Coronavírus

Covid-19. Bielorrússia: o futebol não pára, as ruas estão vazias e o Estado recusa decretar isolamento social

Os primeiros casos suspeitos de covid-19 na Bielorrússia datam de finais de fevereiro
Os primeiros casos suspeitos de covid-19 na Bielorrússia datam de finais de fevereiro
Natalia Fedosenko/Getty Images

Este é o relato de I. (ocultamos o nome a pedido da própria), uma bielorrussa de 32 anos que dirige programas educacionais para os média. Está fechada em casa há duas semanas e meia, de onde só sai para ir às compras. Num país com informação controlada por um Estado autoritário, não há quarentena obrigatória, nem dados credíveis sobre o avanço da pandemia. Há muito que I. aprendeu a desconfiar do próprio Estado

Hoje, dia 1 de abril, de onde vos escrevo na capital bielorrussa de Minsk, dados oficiais do Governo dão conta da existência de 163 pessoas infetadas com covid-19 em todo o país e duas mortes associadas ao surto.
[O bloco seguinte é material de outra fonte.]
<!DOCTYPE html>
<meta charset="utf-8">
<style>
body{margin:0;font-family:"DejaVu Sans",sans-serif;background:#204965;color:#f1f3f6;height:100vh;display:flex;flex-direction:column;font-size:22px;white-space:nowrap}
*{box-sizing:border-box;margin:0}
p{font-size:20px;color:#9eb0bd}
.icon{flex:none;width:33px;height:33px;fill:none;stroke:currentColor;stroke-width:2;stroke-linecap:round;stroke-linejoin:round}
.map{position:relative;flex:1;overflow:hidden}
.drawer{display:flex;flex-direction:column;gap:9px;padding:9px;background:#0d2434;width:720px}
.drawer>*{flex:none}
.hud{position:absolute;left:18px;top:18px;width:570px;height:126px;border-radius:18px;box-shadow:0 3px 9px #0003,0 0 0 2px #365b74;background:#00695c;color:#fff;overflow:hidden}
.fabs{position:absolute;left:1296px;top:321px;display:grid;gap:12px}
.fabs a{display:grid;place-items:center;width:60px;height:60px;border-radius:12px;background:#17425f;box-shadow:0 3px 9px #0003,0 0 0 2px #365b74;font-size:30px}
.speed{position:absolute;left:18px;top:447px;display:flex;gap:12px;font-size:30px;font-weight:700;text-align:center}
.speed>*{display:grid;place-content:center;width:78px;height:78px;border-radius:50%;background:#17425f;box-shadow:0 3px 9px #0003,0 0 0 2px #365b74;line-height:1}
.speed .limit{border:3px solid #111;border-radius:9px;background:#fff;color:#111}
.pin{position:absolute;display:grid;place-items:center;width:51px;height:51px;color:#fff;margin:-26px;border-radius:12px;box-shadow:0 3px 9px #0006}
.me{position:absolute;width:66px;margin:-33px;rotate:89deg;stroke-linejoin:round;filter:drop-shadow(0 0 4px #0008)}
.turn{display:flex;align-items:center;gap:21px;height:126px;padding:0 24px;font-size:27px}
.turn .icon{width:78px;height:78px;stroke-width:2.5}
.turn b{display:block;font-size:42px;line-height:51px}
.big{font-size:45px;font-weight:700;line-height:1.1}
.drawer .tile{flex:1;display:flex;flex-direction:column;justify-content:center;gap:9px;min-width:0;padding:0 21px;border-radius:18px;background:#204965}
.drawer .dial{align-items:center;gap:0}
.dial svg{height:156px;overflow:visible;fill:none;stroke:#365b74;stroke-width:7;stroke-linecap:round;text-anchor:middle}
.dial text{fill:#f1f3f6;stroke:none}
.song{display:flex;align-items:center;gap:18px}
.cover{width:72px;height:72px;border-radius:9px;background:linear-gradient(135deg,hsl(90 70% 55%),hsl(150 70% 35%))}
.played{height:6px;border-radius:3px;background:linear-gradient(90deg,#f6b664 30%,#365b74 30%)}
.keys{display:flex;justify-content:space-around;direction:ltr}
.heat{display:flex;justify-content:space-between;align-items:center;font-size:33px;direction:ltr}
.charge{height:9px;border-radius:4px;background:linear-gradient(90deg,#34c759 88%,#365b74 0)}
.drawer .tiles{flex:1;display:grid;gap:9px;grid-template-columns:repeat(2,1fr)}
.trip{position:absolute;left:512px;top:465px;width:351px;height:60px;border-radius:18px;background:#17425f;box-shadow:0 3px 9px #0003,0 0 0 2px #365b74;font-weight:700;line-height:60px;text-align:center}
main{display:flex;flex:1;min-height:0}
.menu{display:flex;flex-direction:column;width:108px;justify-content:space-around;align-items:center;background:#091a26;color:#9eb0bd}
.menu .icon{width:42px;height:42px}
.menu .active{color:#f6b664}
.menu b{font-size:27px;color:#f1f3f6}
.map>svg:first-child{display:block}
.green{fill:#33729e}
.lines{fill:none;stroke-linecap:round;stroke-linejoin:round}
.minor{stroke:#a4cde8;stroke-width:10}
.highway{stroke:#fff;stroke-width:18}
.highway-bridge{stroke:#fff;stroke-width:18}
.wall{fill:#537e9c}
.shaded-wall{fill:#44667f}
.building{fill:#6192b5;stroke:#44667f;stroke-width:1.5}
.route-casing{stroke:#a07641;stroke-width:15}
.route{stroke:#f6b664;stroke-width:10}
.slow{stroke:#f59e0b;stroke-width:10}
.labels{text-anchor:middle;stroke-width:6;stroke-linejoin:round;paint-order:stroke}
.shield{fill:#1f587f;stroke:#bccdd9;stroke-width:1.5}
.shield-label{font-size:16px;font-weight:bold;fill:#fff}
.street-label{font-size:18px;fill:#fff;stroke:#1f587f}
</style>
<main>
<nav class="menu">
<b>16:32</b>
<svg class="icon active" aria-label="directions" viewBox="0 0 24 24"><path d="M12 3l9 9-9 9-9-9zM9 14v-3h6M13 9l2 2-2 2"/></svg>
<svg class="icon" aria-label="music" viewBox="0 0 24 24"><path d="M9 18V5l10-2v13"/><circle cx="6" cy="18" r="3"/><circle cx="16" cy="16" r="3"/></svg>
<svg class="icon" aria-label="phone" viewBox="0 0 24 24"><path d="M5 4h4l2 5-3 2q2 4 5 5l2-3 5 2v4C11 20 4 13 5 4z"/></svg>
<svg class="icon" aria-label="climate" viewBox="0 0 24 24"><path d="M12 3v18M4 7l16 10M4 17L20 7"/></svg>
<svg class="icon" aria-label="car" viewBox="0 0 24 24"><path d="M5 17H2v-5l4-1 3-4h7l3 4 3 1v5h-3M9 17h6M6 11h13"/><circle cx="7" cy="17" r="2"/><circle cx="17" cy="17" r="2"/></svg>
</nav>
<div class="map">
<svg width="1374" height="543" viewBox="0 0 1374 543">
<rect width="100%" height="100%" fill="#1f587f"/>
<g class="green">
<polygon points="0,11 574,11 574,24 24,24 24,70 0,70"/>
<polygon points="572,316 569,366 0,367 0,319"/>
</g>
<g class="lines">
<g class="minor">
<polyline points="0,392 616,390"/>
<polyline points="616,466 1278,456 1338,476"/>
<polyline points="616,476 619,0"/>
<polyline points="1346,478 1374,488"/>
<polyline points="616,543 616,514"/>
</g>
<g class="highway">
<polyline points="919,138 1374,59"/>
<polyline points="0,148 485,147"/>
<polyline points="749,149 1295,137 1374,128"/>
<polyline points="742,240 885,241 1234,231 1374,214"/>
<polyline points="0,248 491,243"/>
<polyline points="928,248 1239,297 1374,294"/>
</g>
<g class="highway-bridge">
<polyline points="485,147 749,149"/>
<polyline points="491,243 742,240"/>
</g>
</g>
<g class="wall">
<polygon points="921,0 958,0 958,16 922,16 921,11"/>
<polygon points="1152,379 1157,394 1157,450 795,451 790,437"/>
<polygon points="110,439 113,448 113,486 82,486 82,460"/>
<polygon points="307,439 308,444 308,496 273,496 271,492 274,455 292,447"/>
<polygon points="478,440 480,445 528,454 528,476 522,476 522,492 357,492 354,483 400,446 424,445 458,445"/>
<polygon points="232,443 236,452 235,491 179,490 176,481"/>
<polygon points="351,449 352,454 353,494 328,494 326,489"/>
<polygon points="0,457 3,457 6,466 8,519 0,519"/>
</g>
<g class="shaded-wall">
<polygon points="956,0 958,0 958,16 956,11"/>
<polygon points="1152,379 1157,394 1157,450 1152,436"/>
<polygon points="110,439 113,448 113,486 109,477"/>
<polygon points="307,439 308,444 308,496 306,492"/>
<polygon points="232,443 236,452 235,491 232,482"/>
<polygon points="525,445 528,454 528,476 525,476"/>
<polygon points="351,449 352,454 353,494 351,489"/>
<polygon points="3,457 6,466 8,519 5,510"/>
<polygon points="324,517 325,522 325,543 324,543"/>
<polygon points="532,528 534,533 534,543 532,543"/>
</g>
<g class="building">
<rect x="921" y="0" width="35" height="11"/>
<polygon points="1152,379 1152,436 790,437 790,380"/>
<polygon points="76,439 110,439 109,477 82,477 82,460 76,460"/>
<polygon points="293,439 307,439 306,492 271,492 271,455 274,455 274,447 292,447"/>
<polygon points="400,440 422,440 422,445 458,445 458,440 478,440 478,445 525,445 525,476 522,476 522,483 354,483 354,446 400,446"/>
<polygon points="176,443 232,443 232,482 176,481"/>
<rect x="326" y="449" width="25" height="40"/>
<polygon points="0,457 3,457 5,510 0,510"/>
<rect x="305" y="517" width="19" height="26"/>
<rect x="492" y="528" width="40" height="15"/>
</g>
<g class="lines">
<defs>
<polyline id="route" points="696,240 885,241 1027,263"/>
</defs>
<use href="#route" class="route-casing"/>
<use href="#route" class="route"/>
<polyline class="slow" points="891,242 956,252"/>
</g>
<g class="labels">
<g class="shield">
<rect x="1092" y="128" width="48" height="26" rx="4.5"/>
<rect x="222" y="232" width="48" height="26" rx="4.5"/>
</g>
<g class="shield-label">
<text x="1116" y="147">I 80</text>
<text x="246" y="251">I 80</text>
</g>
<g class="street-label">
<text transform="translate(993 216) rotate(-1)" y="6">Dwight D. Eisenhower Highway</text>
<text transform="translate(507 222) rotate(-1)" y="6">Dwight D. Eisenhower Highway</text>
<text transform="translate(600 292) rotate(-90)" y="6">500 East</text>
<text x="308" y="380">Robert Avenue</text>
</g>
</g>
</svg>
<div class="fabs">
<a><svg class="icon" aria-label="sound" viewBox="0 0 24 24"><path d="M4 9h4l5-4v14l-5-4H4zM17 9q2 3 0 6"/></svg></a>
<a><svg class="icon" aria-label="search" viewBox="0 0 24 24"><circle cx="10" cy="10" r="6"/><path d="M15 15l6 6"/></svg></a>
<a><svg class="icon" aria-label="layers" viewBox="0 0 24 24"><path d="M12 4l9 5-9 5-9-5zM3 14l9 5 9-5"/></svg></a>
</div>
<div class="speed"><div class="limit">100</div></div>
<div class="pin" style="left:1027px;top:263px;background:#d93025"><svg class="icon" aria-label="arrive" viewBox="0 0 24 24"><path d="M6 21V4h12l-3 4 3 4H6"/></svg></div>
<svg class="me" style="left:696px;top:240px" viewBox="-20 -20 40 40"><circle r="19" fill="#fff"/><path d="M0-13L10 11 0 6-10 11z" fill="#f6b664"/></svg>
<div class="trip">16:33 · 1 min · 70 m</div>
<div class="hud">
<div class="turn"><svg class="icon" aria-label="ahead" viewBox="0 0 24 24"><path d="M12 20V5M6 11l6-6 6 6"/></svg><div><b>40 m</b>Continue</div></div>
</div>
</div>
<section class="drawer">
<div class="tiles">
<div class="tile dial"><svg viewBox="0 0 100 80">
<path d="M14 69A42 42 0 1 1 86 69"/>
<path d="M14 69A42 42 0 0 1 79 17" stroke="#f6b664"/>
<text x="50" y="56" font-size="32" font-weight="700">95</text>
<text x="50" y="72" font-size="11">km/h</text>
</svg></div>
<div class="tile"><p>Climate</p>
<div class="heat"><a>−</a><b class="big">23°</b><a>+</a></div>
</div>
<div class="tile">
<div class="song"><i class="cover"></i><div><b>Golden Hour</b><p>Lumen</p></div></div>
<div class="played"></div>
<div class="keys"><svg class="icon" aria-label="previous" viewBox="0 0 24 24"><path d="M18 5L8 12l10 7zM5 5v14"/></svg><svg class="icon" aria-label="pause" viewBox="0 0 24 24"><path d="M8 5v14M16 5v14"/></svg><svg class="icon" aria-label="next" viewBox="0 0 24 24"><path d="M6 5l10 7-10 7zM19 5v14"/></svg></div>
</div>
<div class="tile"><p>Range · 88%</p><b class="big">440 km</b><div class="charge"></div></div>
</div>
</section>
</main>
São dados do Ministério da Saúde, mas muitas pessoas e meios de comunicação social independentes têm a certeza que o Estado lhes esconde os verdadeiros números da pandemia. Fazem-no porque querem evitar o pânico e proteger a economia.

Há quem comente que existem muitos diagnósticos de pneumonia, quando na verdade poderão ser casos de covid-19, mas não há qualquer hipótese de o confirmar. Uma vez que existe falta de confiança generalizada no Estado, as pessoas tendem a autoproteger-se - fazendo tudo o que é recomendado, pela OMS, por exemplo - mantêm a família informada, agem de forma responsável e minimizam os riscos.

As ruas estão praticamente vazias, muitas pessoas usam máscaras, mas talvez nem todos percebam o quão grave a situação possa vir a tornar-se num futuro próximo, e por esse motivo continuam a comportar-se como se isto não os venha a afetar, enquanto confiam no discurso oficial.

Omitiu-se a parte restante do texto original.